A prominent local media executive fired from Yahoo last year has filed a lawsuit accusing CEO Marissa Mayer of leading a campaign to purge male employees.
“Mayer encouraged and fostered the use of (an employee performance-rating system) to accommodate management’s subjective biases and personal opinions, to the detriment of Yahoo’s male employees,” said the suit by Scott Ard filed this week in federal district court in San Jose.
Ard, who worked for Yahoo for three-and-a-half years until January 2015, is now editor in chief of the Silicon Valley Business Journal. His lawsuit also claims that Yahoo illegally fired large numbers of workers ousted under a performance-rating system imposed by Mayer. That allegation was not tied to gender.
Yahoo spokeswoman Carolyn Clark said Yahoo couldn’t comment on pending litigation, but she defended the firm’s performance-review process, which she said was guided by “fairness.”
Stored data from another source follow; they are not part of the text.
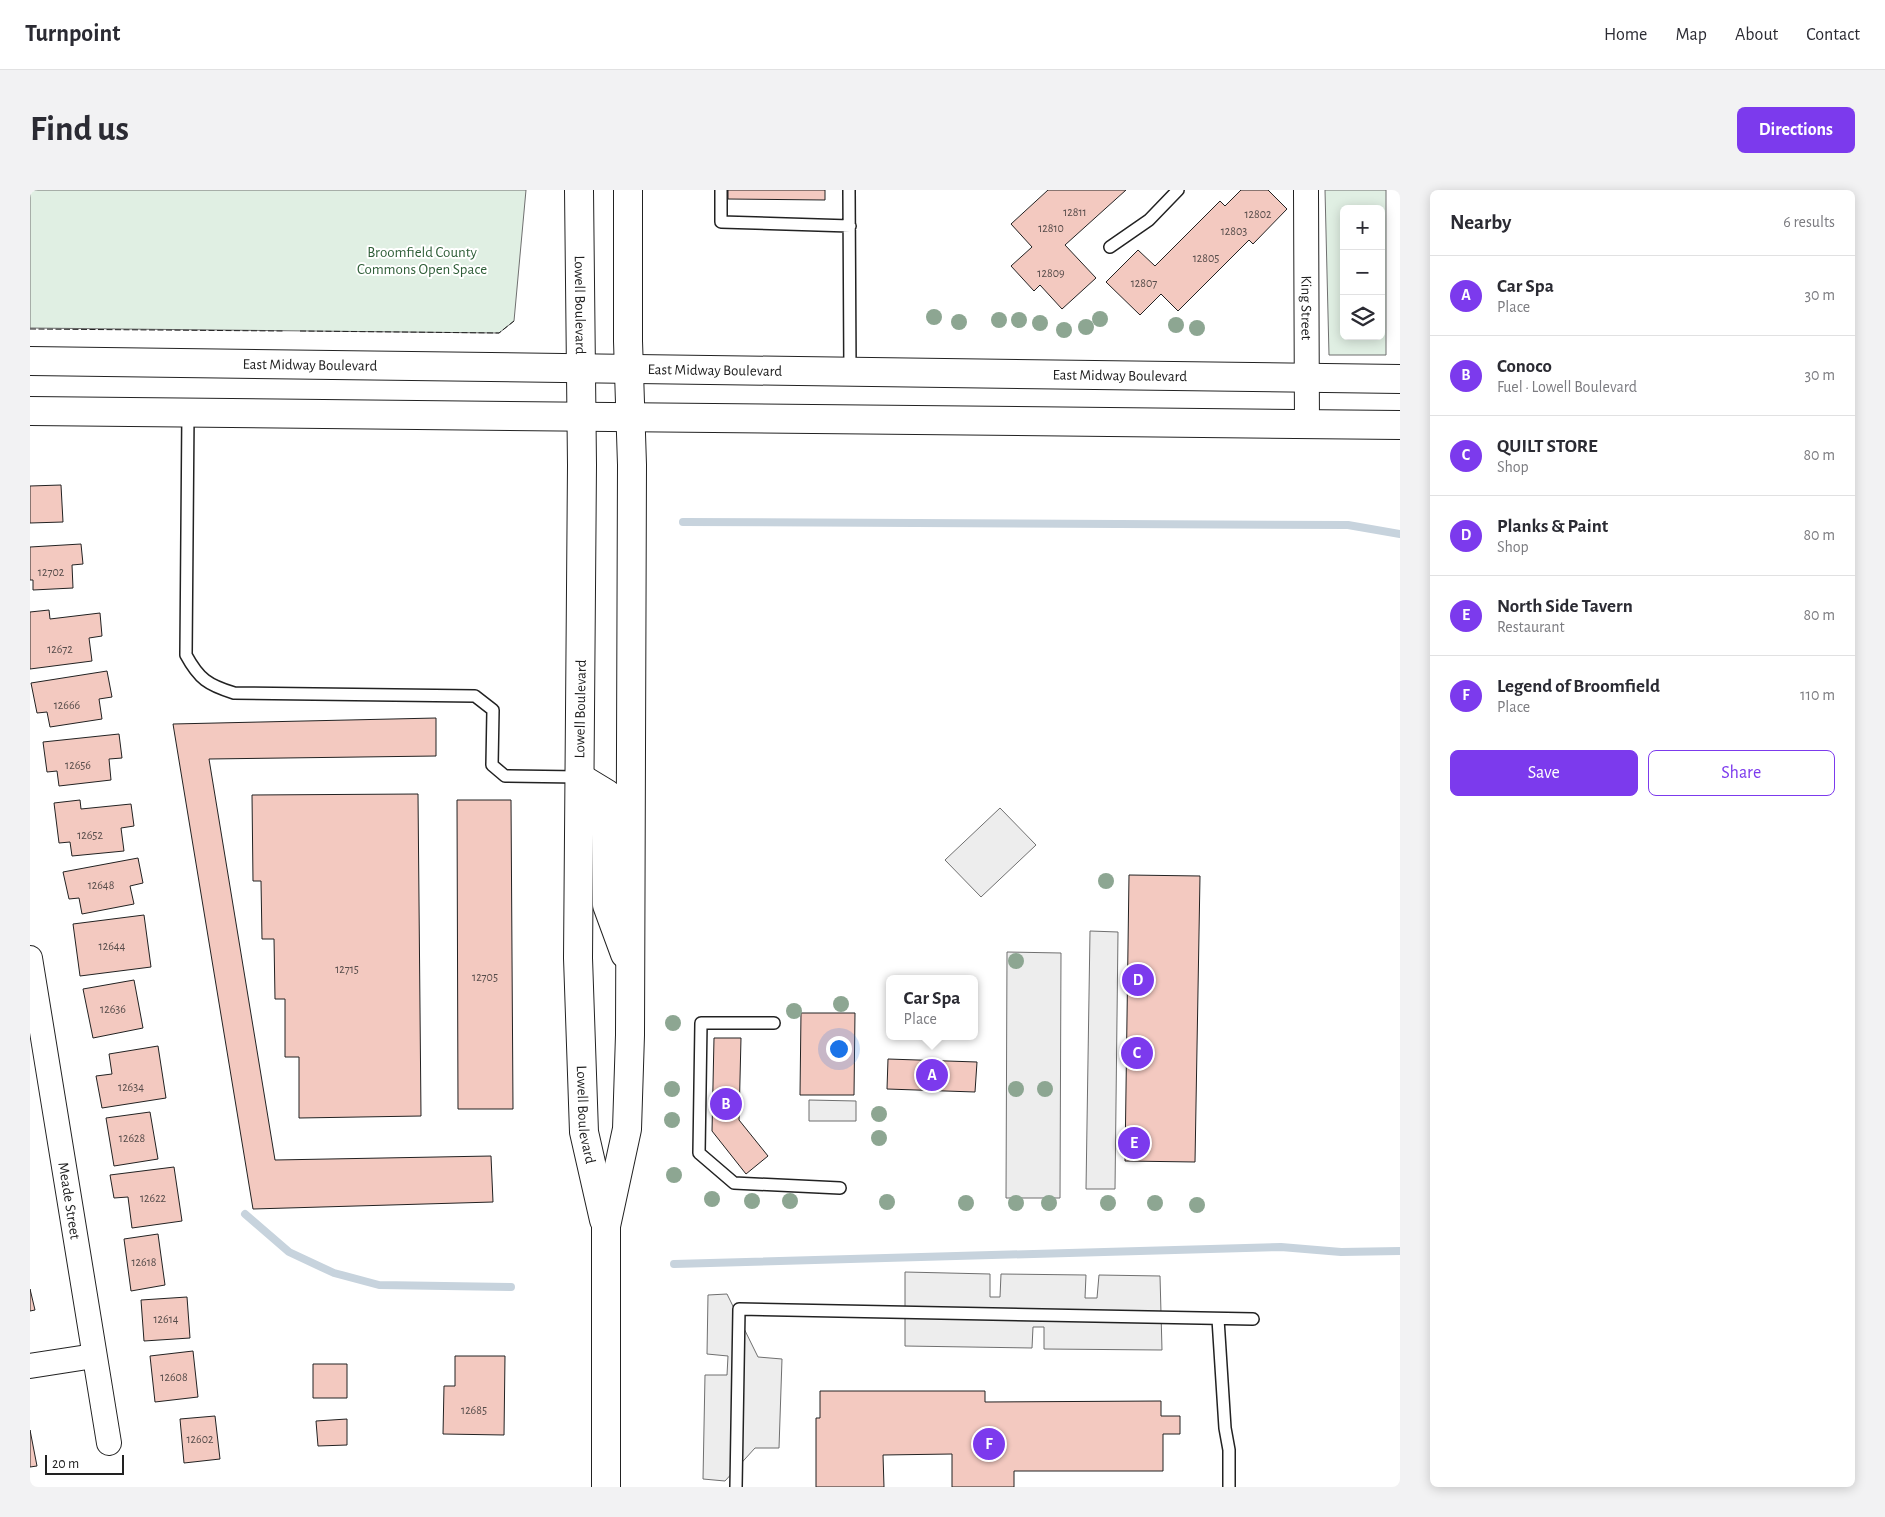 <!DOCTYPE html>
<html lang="en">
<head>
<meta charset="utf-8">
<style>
  body { margin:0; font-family:"Alegreya Sans",sans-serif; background:#f2f2f3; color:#2b2b33 }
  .controls { position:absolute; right:15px; top:15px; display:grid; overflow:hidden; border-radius:8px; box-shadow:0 2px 12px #0003 }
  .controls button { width:45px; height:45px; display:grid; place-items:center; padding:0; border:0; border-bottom:1px solid #e1e1e2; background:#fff; color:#2b2b33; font:25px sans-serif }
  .scale { position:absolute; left:15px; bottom:12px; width:79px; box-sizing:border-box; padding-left:5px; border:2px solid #222; border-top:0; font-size:14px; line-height:18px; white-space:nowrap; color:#222; -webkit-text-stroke:4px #fff; paint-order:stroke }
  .you { position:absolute; left:808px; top:858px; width:18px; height:18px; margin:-12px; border:4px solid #fff; border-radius:50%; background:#1a73e8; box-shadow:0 0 0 8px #1a73e833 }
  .badge { display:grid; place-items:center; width:32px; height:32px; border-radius:50%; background:#7c3aed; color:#fff; font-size:16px; font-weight:700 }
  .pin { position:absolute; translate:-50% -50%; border:2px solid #fff; box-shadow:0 1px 5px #0006 }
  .popup { position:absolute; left:856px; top:785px; width:92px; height:65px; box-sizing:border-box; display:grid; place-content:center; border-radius:8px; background:#fff; filter:drop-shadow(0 1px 4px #0005); font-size:16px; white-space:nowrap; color:#7c7c81 }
  .popup b { font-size:19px; color:#2b2b33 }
  .popup::after { content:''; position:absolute; left:50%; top:100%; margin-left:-10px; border:10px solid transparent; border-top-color:#fff }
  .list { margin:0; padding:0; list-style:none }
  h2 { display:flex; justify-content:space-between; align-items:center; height:65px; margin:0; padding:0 20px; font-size:21px }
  h2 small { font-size:16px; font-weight:400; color:#7c7c81 }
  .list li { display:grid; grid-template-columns:32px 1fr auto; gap:15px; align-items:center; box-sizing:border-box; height:80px; padding:0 20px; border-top:1px solid #e1e1e2 }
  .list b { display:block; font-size:19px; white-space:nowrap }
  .list p { margin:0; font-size:16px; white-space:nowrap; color:#7c7c81 }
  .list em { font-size:16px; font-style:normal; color:#7c7c81 }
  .actions { display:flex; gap:10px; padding:15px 20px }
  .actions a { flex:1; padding:11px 0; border:1px solid #7c3aed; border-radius:8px; text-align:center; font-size:18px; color:#7c3aed }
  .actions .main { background:#7c3aed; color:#fff }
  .icon { flex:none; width:28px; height:28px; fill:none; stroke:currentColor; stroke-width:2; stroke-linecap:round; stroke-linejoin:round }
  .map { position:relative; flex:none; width:1370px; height:1297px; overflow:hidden; border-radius:8px }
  header { display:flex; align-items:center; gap:30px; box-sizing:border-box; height:70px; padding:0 25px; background:#fff; border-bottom:1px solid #e1e1e2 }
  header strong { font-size:24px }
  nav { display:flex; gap:28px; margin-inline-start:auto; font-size:18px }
  .intro { display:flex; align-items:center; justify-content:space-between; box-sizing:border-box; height:120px; padding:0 30px }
  h1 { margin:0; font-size:35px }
  .button { padding:12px 22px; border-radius:8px; background:#7c3aed; color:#fff; font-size:18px; font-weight:700 }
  main { display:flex; gap:30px; padding:0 30px }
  aside { flex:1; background:#fff; border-radius:8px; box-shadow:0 2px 12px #0003 }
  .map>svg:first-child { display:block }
</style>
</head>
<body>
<header>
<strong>Turnpoint</strong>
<nav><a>Home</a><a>Map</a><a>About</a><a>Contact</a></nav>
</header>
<div class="intro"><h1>Find us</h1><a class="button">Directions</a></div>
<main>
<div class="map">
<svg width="1370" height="1297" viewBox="0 0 1370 1297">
  <rect width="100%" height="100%" fill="#fff"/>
  <path fill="#e0efe3" stroke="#6f6f6f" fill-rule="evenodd" d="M0,0H496L484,131L469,143L0,138Z
    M1295,0H1356V165H1299ZM1314,19H1351V146H1314Z"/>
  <path fill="#ededed" stroke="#6f6f6f" d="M970,618L1006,655L951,707L915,670Z
    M1060,741L1088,742L1085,999H1056Z
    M977,762L1031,763L1030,1008H976Z
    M779,910L826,911V931H779Z
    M875,1082L960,1084V1107H970L971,1084L1056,1085L1055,1108H1067L1069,1085L1130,1086L1132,1160L1014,1159V1137H1003L1002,1158L875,1156Z
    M697,1104L728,1167L752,1169L749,1258H725L695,1291L673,1289L675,1185H697L698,1166L677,1164L678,1105Z"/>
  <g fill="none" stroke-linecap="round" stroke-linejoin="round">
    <path stroke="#c7d3dd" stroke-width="8" d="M653,332L1318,335L1370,344
      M215,1024L259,1062L304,1083L349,1095L481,1097
      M644,1074L1251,1057L1311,1062L1370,1061"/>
  </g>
  <path fill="#f3c9c0" stroke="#222" d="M698,0H795V10L698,9Z
    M1018,0H1096L1035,55L1066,88L1032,119L1010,95L1004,101L981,76L1002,57L981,34Z
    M1211,0H1238L1257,19L1223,54L1219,50L1148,121L1131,104L1110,125L1076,92L1108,60L1125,76L1190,11L1195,16Z
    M31,295L33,332L0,333V296Z
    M51,354L53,374L42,375L43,398L3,400V390H0V357Z
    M19,420L20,429L70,423L72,446L59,448L62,471L0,479V422Z
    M77,481L82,507L69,509L72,529L20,537L17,522L7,523L1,493Z
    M406,528V566L179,569L245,970L461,966L463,1012L223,1019L143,534Z
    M89,544L92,568L79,569L81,590L29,596L27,581L17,582L13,552Z
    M388,604L391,926L269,928V867H255V809H245L244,749H232L231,691H223L222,605Z
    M50,610L51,619L101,614L104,636L91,638L94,661L42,666L40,652L29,653L24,613Z
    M427,610H481L483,919H428Z
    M108,668L113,693L100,696L104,714L52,724L49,708L39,709L33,682Z
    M1099,685L1170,686L1165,972L1095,971Z
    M114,725L121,777L50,786L43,734Z
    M104,790L113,838L63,848L53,799Z
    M771,823H825L824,905H770Z
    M684,848H711L709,930L738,966L716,984L682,941Z
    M128,856L136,908L72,918L66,886L82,884L79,864Z
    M858,869L947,872L945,902L857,899Z
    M120,922L128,969L84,976L76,928Z
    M144,977L152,1031L102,1038L98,1007L84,1008L80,985Z
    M128,1044L135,1095L101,1101L94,1049Z
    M0,1099L5,1120L0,1121Z
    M157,1107L160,1148L114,1151L111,1110Z
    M163,1161L168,1207L125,1212L120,1166Z
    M425,1166H475L474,1245L413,1244L414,1196H425Z
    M283,1174H317V1208H283Z
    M790,1201H955V1212L1131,1211V1226H1150V1244H1133V1281H984V1297H922V1264L853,1265L854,1297H786V1228H790Z
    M185,1226L190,1269L154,1273L150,1229Z
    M317,1229V1255L288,1256L286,1231Z
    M0,1240L7,1276L0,1277Z"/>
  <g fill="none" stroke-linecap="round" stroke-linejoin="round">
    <g stroke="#222" stroke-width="14">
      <path id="service" d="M691,0V32L820,36
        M819,0L820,181
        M1080,57L1119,30L1148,0
        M158,222L156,465C169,489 178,495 204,503L445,506L463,520L462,575L475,586L549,587
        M744,833H671L669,963L704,993L810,998
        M1188,1129L1195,1238L1199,1260V1297
        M706,1297L709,1119L1223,1129"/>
    </g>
    <g stroke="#222" stroke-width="26">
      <g id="minor">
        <path id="s1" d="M1276,0L1277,235"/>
        <path id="s2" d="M0,768L79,1253"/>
        <path d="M0,1176L64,1166"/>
      </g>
    </g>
    <g stroke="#222" stroke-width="30">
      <g id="secondary">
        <path id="s3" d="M549,0L552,275L548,768L554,942L574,1030"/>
        <path id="s4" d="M0,171L1370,189"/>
        <path d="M0,221L1370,235"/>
        <path d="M549,587L577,604V715L595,764"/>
        <path d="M576,1297V1036L597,939L600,845L602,275L598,151V0"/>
      </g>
    </g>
    <use href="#service" stroke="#fff" stroke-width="11"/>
    <use href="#minor" stroke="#fff" stroke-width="24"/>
    <use href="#secondary" stroke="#fff" stroke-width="28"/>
    <path stroke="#222" stroke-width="1" stroke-dasharray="6 2.5" stroke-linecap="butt" d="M0,139L253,141
      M270,141L469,143L484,131"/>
  </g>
  <g fill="#8da692">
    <circle cx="904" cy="127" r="8"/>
    <circle cx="1070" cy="129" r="8"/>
    <circle cx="969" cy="130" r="8"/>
    <circle cx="989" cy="130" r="8"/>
    <circle cx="929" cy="132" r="8"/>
    <circle cx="1010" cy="133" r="8"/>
    <circle cx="1146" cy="135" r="8"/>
    <circle cx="1056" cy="137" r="8"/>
    <circle cx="1167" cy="138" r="8"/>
    <circle cx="1034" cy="140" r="8"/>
    <circle cx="1076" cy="691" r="8"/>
    <circle cx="986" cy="771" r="8"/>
    <circle cx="811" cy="814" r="8"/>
    <circle cx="764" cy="821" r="8"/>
    <circle cx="643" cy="833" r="8"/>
    <circle cx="642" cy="899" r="8"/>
    <circle cx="986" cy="899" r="8"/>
    <circle cx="1015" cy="899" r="8"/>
    <circle cx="849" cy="924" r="8"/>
    <circle cx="642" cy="930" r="8"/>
    <circle cx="849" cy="948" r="8"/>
    <circle cx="644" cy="985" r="8"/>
    <circle cx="682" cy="1009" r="8"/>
    <circle cx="722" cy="1011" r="8"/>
    <circle cx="760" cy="1011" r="8"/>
    <circle cx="857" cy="1012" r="8"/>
    <circle cx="936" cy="1013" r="8"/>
    <circle cx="986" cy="1013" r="8"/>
    <circle cx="1019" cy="1013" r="8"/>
    <circle cx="1078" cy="1013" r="8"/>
    <circle cx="1125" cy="1013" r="8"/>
    <circle cx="1167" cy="1015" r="8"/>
  </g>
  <g text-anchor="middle" stroke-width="4" stroke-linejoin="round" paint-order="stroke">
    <g font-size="12" fill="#564c4a">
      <text x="1045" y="26">12811</text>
      <text x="1228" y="28">12802</text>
      <text x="1021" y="42">12810</text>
      <text x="1204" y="45">12803</text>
      <text x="1176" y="72">12805</text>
      <text x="1021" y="87">12809</text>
      <text x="1114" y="97">12807</text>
      <text x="21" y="386">12702</text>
      <text x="30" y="463">12672</text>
      <text x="37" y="519">12666</text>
      <text x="48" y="579">12656</text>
      <text x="60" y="649">12652</text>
      <text x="71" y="699">12648</text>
      <text x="82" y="760">12644</text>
      <text x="317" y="783">12715</text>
      <text x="455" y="791">12705</text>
      <text x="83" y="823">12636</text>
      <text x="101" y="901">12634</text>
      <text x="102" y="952">12628</text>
      <text x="123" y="1012">12622</text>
      <text x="114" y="1076">12618</text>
      <text x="136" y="1133">12614</text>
      <text x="144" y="1191">12608</text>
      <text x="444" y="1224">12685</text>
      <text x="170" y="1253">12602</text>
    </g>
    <g font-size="15" fill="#2f5e38" stroke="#fff">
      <text x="392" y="67">Broomfield County<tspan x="392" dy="17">Commons Open Space</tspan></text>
    </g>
    <g font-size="15" fill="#222" stroke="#fff">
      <text dy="5" stroke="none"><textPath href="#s3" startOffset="115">Lowell Boulevard</textPath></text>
      <text dy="5" stroke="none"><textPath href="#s1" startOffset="118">King Street</textPath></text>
      <text dy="5" stroke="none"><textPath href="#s4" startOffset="280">East Midway Boulevard</textPath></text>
      <text dy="5" stroke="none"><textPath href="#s4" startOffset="685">East Midway Boulevard</textPath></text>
      <text dy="5" stroke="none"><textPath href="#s4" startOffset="1090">East Midway Boulevard</textPath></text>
      <text transform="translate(550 519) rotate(-89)" y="5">Lowell Boulevard</text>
      <text dy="5" stroke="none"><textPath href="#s3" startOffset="925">Lowell Boulevard</textPath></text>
      <text dy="5" stroke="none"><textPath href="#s2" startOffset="246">Meade Street</textPath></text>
    </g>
  </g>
</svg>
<div class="controls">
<button>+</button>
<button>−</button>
<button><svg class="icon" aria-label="layers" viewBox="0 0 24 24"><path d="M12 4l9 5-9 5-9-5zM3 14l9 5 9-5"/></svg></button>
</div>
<div class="scale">20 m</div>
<div class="you"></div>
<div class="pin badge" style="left:902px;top:885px">A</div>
<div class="popup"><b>Car Spa</b>Place</div>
<div class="pin badge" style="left:696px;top:914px">B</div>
<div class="pin badge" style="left:1107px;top:863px">C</div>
<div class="pin badge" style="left:1108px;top:790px">D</div>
<div class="pin badge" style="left:1104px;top:953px">E</div>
<div class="pin badge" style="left:959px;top:1254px">F</div>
</div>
<aside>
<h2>Nearby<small>6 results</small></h2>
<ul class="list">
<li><span class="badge">A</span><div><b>Car Spa</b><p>Place</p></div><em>30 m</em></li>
<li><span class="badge">B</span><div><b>Conoco</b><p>Fuel · Lowell Boulevard</p></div><em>30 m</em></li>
<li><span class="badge">C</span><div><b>QUILT STORE</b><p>Shop</p></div><em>80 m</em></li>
<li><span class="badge">D</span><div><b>Planks &amp; Paint</b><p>Shop</p></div><em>80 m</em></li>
<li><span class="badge">E</span><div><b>North Side Tavern</b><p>Restaurant</p></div><em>80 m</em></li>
<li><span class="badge">F</span><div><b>Legend of Broomfield</b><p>Place</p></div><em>110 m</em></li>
</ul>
<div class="actions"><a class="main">Save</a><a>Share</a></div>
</aside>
</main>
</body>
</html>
“Our performance review process was developed to allow employees at all levels of the company to receive meaningful, regular, and actionable feedback from others,” Clark said. “We believe this process allows our team to develop and do their best work. Our performance review process also allows for high performers to engage in increasingly larger opportunities at our company, as well as for low performers to be transitioned out.”
In addition to Mayer, two other female executives, former vice-president of news Megan Liberman and former chief marketing officer Kathy Savitt, are accused in the lawsuit of discriminating on the basis of gender.
“When Savitt began at Yahoo the top managers reporting to her … including the chief editors of the verticals and magazines were less than 20 percent female. Within a year and a half those top managers were more than 80 percent female,” the lawsuit said. “Savitt has publicly expressed support for increasing the number of women in media and has intentionally hired and promoted women because of their gender, while terminating, demoting or laying off male employees because of their gender.
“Of the approximately 16 senior-level editorial employees hired or promoted by Savitt … in approximately an 18-month period, 14 of them, or 87 percent, were female.” the lawsuit said.
Ard, hired at Yahoo in 2011, said in the suit that until Savitt and Liberman took over management of the firm’s media section in early 2014, he had received performance reviews and stock options reflecting “fully satisfactory” work. But in June 2014, Liberman told him that his role as head of editorial programming for Yahoo’s home page was being given to a woman Liberman had recently hired, the suit said.
Then in January 2015, during a performance review phone call, Liberman told Ard he was fired, effective that day, because “his performance was not satisfactory.”
“Liberman stated that she was terminating (Ard) because she had not received a requested breakdown of (his) duties. (Ard) had already provided that very information as requested, however, and reminded Liberman that he had done so,” the lawsuit said. “Liberman’s excuse for terminating (Ard) was a pretext.”
Right after the call, Ard requested a copy of his performance review and said he wanted to appeal his firing, the suit said. “Both requests were denied and (Ard) was ordered to turn in his laptop and depart the premises immediately.”
Ard’s suit also takes aim at the performance-review process he said Mayer imposed. The process allowed high-level managers to arbitrarily change scores of employees they had no contact with, and it “permitted and encouraged discrimination based on gender or any other personal bias held by management.”
Liberman, he said, once “unilaterally lowered” the scores of three men whose performance Ard had evaluated, while she maintained the scores of two women.
Yahoo’s use of this review system to fire many workers individually in a short time period broke the U.S. and California WARN acts, which mandate advance notification of mass layoffs, the suit alleged. “Marissa Mayer became CEO on a wave of optimism and then engaged in a sleight of hand to terminate large numbers of employees without announcing a single layoff,” the suit said.
Yahoo’s diversity reports indicate that the percentage of women in leadership positions at the company rose slightly to 24 percent in 2015 from 23 percent in 2014.